Par Mireille Pastoureau

Marins d'eaux froides

Les progrès de la cartographie, au XVIIe siècle, durent presque tout aux voyages maritimes, mais les rapports de forces avaient changé et les Hollandais régnaient alors sur la presque totalité des mers. Des circonstances inattendues les avaient lancés dans cette aventure. La vocation commerciale des sept minuscules provinces protestantes du nord des Pays-Bas (Groningue, Frise, Overijssel, Gueldre, Utrecht, Hollande et Zélande) résultait en grande partie de leur lutte contre l'Espagne. En 1579, elles s'étaient groupées contre la domination espagnole et, en 1648, après quatre-vingts ans de guerre, les traités de Westphalie reconnurent l'indépendance de la république des Provinces-Unies. À cette date, l'expansion maritime des Néerlandais était déjà bien amorcée. Ils avaient commencé par visiter les mers froides, délaissées par les navires espagnols, mais c'est la fermeture du port de Lisbonne à leurs navires, décidée par l'Espagne en 1580 – alors que le Portugal et l'Espagne étaient réunis sous une même couronne – qui les décida à se lancer vers l'océan Indien pour s'approvisionner en épices. Ils constituèrent ainsi peu à peu, au détriment des Portugais, un vaste empire colonial. La tâche leur fut facilitée par l'écrasement de l'Invincible Armada par les Anglais en 1588, qui vint anéantir à point nommé la supériorité maritime de l'Espagne.
 

Harengs, morues, baleines : la pêche, première activité maritime

Malgré des conditions naturelles très défavorables, un territoire exigu, des côtes sablonneuses, la menace de l'eau toujours envahissante, les Néerlandais, à force de patience, avaient tiré le meilleur parti de leur petit territoire.

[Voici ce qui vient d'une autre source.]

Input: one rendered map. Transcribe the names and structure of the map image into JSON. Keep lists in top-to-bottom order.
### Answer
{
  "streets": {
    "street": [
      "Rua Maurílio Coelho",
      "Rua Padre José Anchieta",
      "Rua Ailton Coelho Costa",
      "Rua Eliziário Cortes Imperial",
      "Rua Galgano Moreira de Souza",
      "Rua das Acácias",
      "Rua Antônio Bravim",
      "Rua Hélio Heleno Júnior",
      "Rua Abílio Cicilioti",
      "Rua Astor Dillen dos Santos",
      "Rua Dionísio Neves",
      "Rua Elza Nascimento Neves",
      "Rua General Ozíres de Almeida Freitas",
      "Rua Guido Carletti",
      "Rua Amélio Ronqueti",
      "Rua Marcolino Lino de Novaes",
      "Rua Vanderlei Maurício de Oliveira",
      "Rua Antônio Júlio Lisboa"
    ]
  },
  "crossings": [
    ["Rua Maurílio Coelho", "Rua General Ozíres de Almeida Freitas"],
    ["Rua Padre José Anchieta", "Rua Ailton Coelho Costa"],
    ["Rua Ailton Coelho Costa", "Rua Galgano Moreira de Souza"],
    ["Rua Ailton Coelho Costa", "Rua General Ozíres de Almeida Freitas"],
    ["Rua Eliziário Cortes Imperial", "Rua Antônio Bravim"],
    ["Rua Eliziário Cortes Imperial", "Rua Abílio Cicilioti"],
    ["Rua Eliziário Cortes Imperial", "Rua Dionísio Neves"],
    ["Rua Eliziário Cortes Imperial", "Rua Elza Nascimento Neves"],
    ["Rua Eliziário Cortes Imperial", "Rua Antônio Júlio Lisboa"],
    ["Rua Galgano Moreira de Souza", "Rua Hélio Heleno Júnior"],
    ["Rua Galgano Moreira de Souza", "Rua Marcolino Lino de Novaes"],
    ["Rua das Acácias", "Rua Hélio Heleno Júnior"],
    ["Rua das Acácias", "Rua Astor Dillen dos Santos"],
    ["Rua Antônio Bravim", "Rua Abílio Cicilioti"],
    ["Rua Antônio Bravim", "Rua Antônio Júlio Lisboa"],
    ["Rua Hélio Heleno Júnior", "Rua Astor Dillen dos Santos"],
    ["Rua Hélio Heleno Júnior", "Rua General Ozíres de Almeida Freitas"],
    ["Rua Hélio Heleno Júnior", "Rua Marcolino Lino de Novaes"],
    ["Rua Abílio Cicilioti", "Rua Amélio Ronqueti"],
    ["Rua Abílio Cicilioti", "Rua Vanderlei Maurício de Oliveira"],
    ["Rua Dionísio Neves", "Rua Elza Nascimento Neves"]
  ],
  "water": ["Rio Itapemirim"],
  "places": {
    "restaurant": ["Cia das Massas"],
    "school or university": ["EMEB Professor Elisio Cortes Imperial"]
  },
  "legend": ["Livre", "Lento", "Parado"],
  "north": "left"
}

La technique des polders permettait, dès le XVIIe siècle, d'assécher de nombreux marais de la province de Hollande qui, avec la Zélande, fut la province la plus favorisée par l'essor de la pêche et du commerce lointain. La pêche fut la première activité maritime des Pays-Bas et, même si les pêcheurs naviguaient par tradition ou par instinct, les cartes marines en ont fièrement représenté les sites. La pêche commerciale s'était développée au XIVe siècle, en liaison avec l'urbanisation de l'arrière-pays qui posait le problème de l'alimentation des ouvriers des manufactures.
L'existence d'une frange côtière importante et la richesse en poisson des eaux relativement peu profondes de la mer du Nord firent de la pêche une des principales ressources économiques des Pays-Bas aux XVe et XVIe siècles. Pendant des siècles, le hareng salé fut le produit d'exportation par excellence, mais la pêche à la morue, pratiquée dans l'Atlantique nord et les mers arctiques (Terre-Neuve, Groenland, Islande, côtes de Norvège) et surtout la pêche à la baleine, contribuèrent aussi à leur prospérité. Jusqu'à la fin du XVIIIe siècle, les Hollandais gardèrent le monopole de la pêche à la baleine dans le Grand Nord, notamment au Spitzberg. Aidés par les harponneurs basques, qui avaient été les pionniers de la chasse à la baleine dans les eaux du golfe de Gascogne, ils avaient gardé depuis lors le contrôle et le profit des fantastiques massacres de cétacés. À son apogée, en 1684, la pêche à la baleine hollandaise occupait 264 navires. D'importantes installations pour fondre l'huile des cétacés avaient été créées dans le Spitzberg, le Groenland et l'île Jan Mayen. Sur cette île, les chasseurs se regroupaient chaque année dans dix-sept maisons de bois correspondant aux dix-sept provinces de la République. La graisse des baleines, fondue sur place et transformée en huile, servait ensuite à la fabrication du savon, à l'éclairage des pauvres et au traitement des draps, mais aussi à adoucir les cuirs et à délayer les couleurs. Les barbes et les fanons étaient recherchés pour raidir les corsets ou les parasols. Quant au contenu intestinal, il fournissait une teinture rouge du plus bel effet.
 

Willem Barentz et le Spitzberg

Le Spitzberg avait été découvert en 1596 par Willem Barentz qui recherchait le passage du Nord-Est, autre voie possible vers la Chine, pour la découverte de laquelle les états généraux des Provinces-Unies avaient promis une forte prime. Il essaya donc de passer par le nord de la Nouvelle-Zemble, mais la navigation dans les glaces se révéla désastreuse pour des marins mal équipés. Personne, il faut le dire, n'était encore jamais allé aussi loin vers l'est. Obligé d'hiverner à terre avec son équipage par 76° de latitude nord, il tenta de rejoindre le continent et périt avec la plus grande partie de son équipage. Trois cents ans plus tard, un navire norvégien eut la surprise de découvrir, sur la côte orientale de la Nouvelle-Zemble, l'abri et les objets ayant servi à Barentz, instruments de navigation, atlas, livres, ustensiles de pêche, conservés intacts sous la glace.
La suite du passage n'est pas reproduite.